You are viewing a plain text version of this content. The canonical link for it is here.
Posted to user@mahout.apache.org by Marko Dinić <ma...@nissatech.com> on 2014/10/02 11:45:54 UTC

Re: Streaming K Means

Suneel,

I thank you again for your answer.

I'm trying to implement some kind of cluster based anomaly detection. 
For that, I need to cluster normal examples, and then, when a new 
example gets into system, I need to assign it to nearest centroid (by 
calculating the distance between existing centroids and the new 
example), and then I need the distances from the points in that cluster 
to the centroid.

I could use K Means for that, but I'm hopping to get better results 
using Streaming K Means, primarily because of its KMeans++ 
initialization (which I could probably implement myself, but I'm trying 
to avoid that, since it is already implemented), and also I understand 
that it can be faster than usual Streaming K Means, since it does one 
pass clustering, before the Ball K Means step.
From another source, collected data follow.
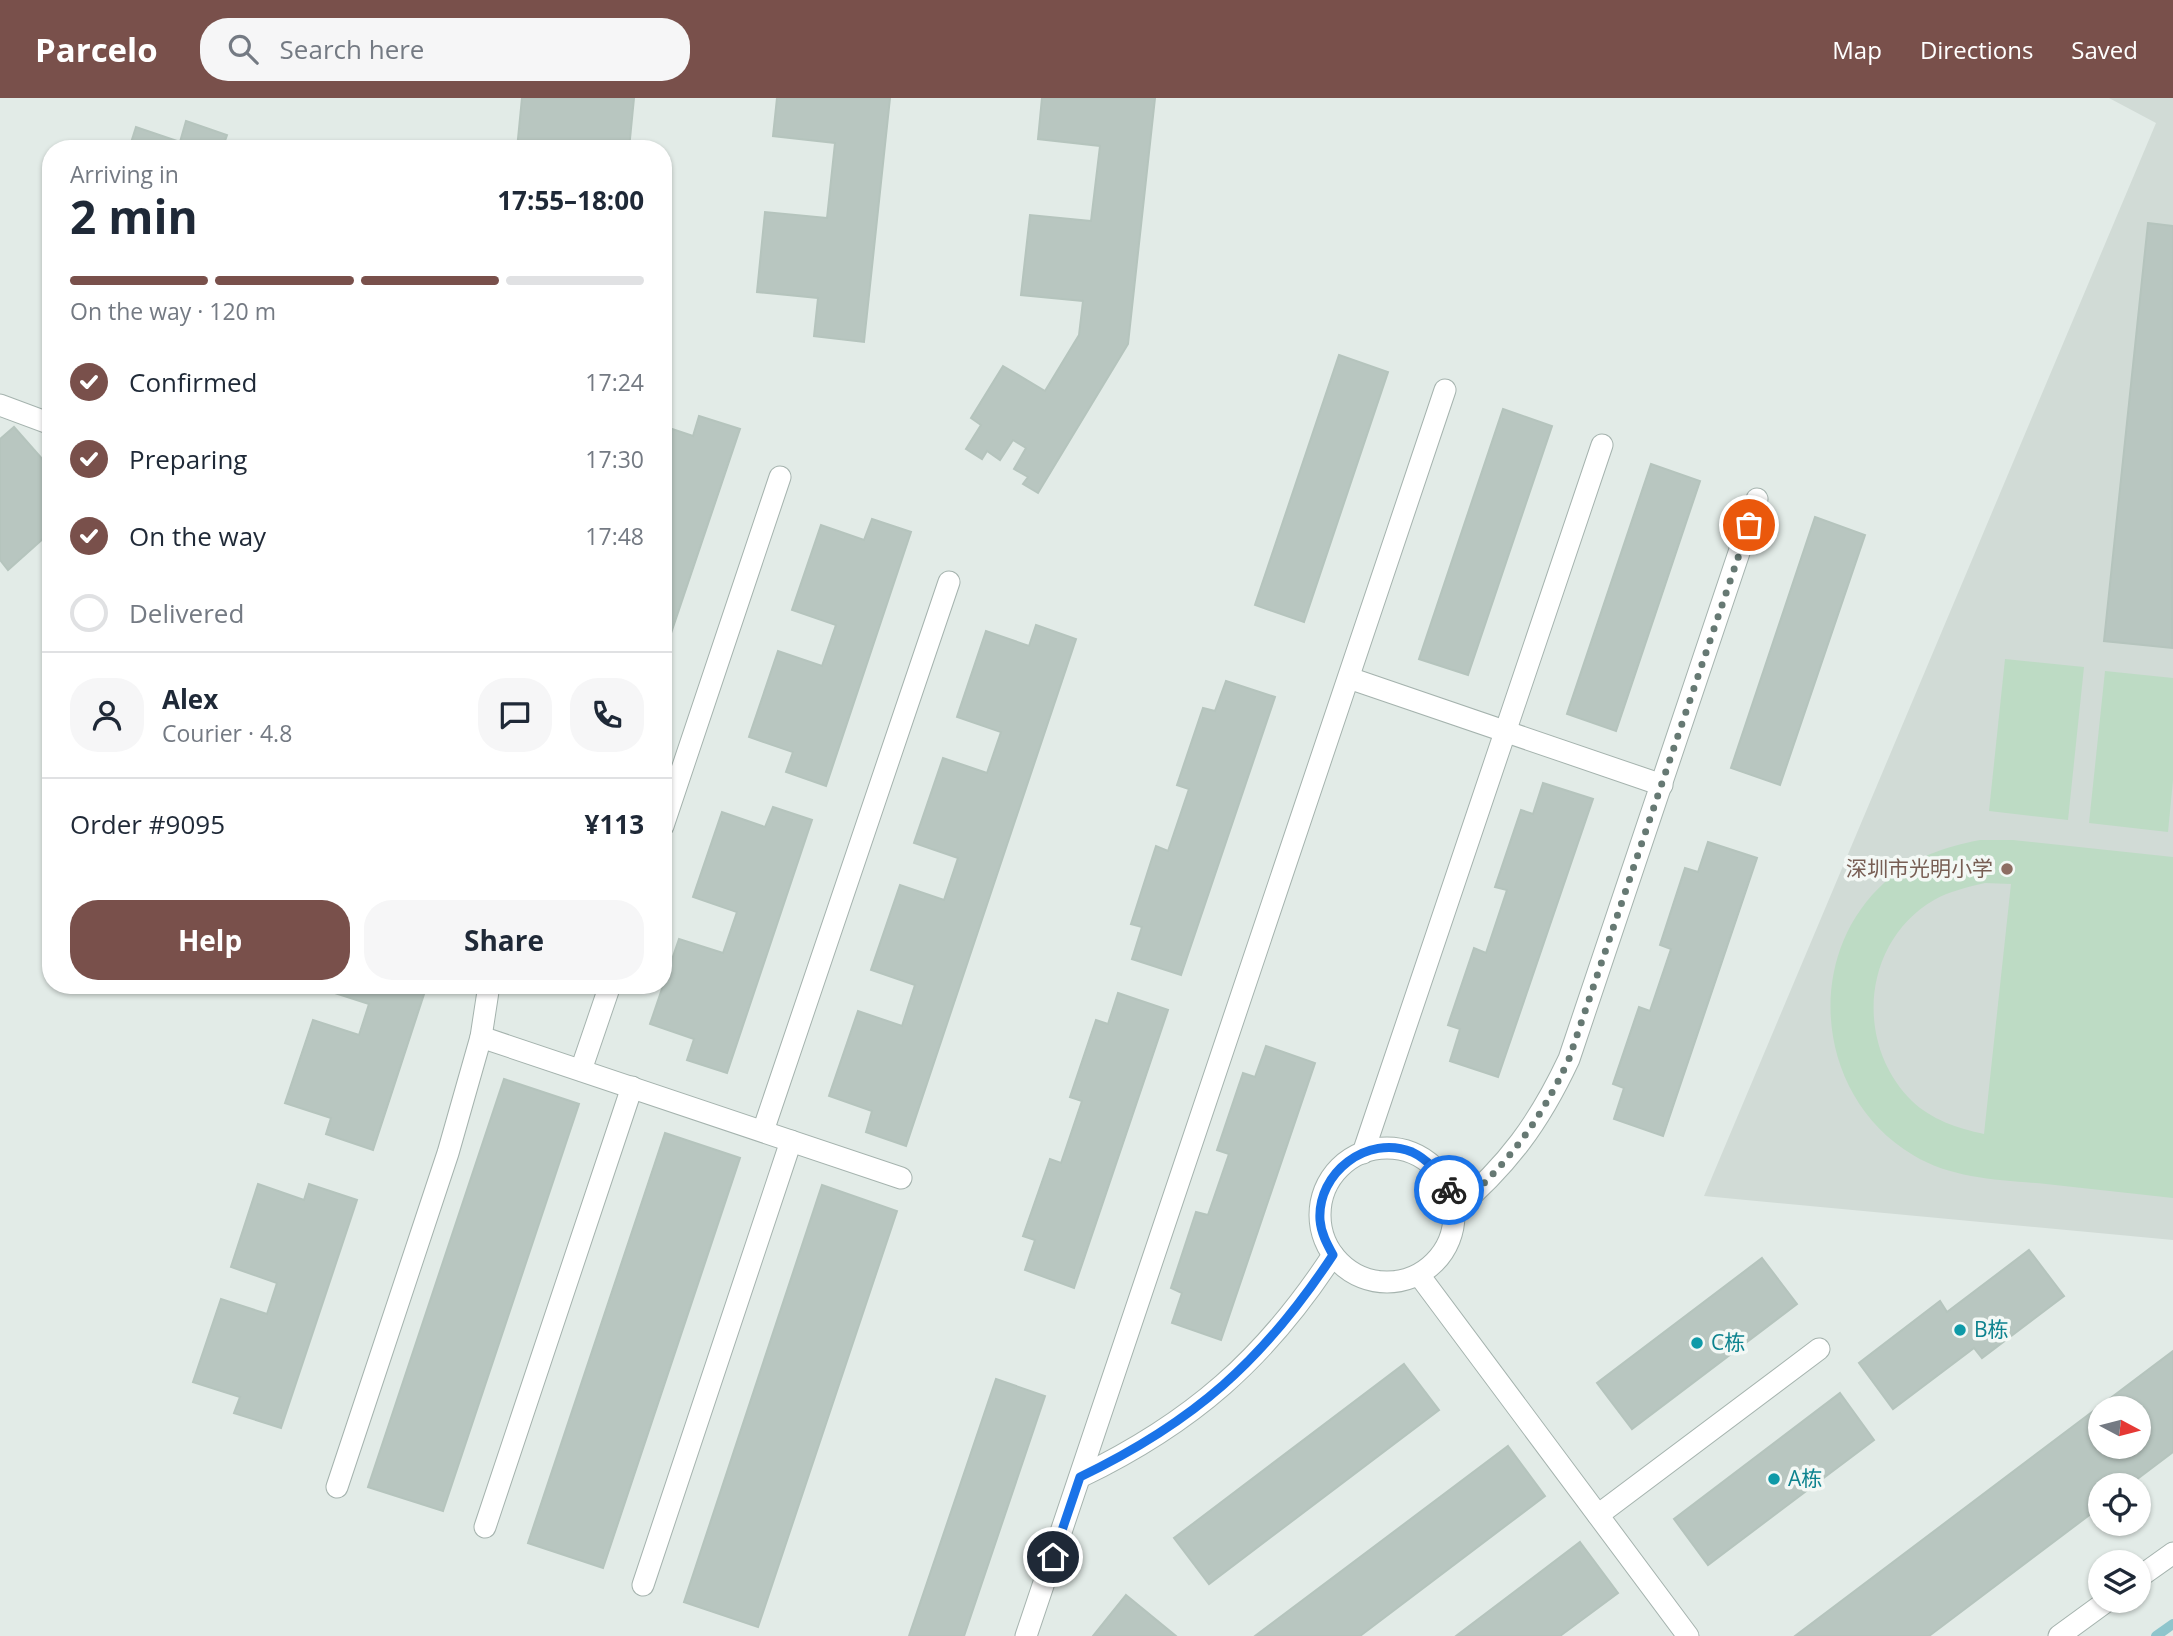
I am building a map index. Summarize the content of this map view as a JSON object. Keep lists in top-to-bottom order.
{
  "places": [
    "深圳市光明小学",
    "B栋",
    "C栋",
    "A栋"
  ],
  "north": "right",
  "page": {
    "header": "Parcelo",
    "search": "Search here",
    "nav": ["Map", "Directions", "Saved"],
    "heading": ["2 min", "Arriving in", "17:55–18:00"],
    "panel": [
      "Alex",
      "Courier · 4.8",
      "Order #9095",
      "¥113"
    ],
    "bar": "On the way · 120 m",
    "list": [
      ["Confirmed", "17:24"],
      ["Preparing", "17:30"],
      ["On the way", "17:48"],
      "Delivered"
    ],
    "buttons": ["Help", "Share"]
  }
}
Please correct me if you 
disagree with the things I said.

Maybe I'm doing something wrong, but I'm getting only one file as 
output - part-r-00000, while I'm expecting something like - 
ClusteredPoints and Clusters-*-final, in case of KMeans? How can I get 
and read in centroids and clustered points?

Also, I see this qualcluster in the examples/bin/cluster-reuters.sh 
that you have provided, what is it used for?

Thanks,
Marko

On понедељак, 29. септембар 2014. 20:00:33 CEST, Suneel Marthi wrote:
> This was replied to earlier with the details u r looking for, repeating
> here again:
>
>
> See
> http://stackoverflow.com/questions/17272296/how-to-use-mahout-streaming-k-means/18090471#18090471
> for how to invoke Streaming Kmeans
>
> Also look at examples/bin/cluster-reuters.sh for the Streaming KMeans
> option.
>
>
> If all that u r looking for his centroids and distances from centroids,
> wouldn't KMeans suffice?  It would help if u could provide more details as
> to what u r trying to accomplish here?
>
>
> On Mon, Sep 29, 2014 at 9:55 AM, Marko <ma...@nissatech.com> wrote:
>
>> Hello everyone,
>>
>> I have previously asked a question about Streaming K Means examples, and
>> got an answer that there are not so many available.
>>
>> Can anyone give me example of how to call Streaming K Means clustering for
>> a dataset, and how to get the results?
>>
>> What are the results, are they the same as in basic K Means? Do I get
>> centroids and clustered points? And do I get the distance between point and
>> its centroid, like in K Means?
>>
>> I would like to run Streaming K Means clustering on a dataset, and read in
>> centroids, and also I need the distance from the points to their given
>> centroids. How to do that?
>>
>> Thanks
>>
>

--
Pozdrav,
Marko Dinić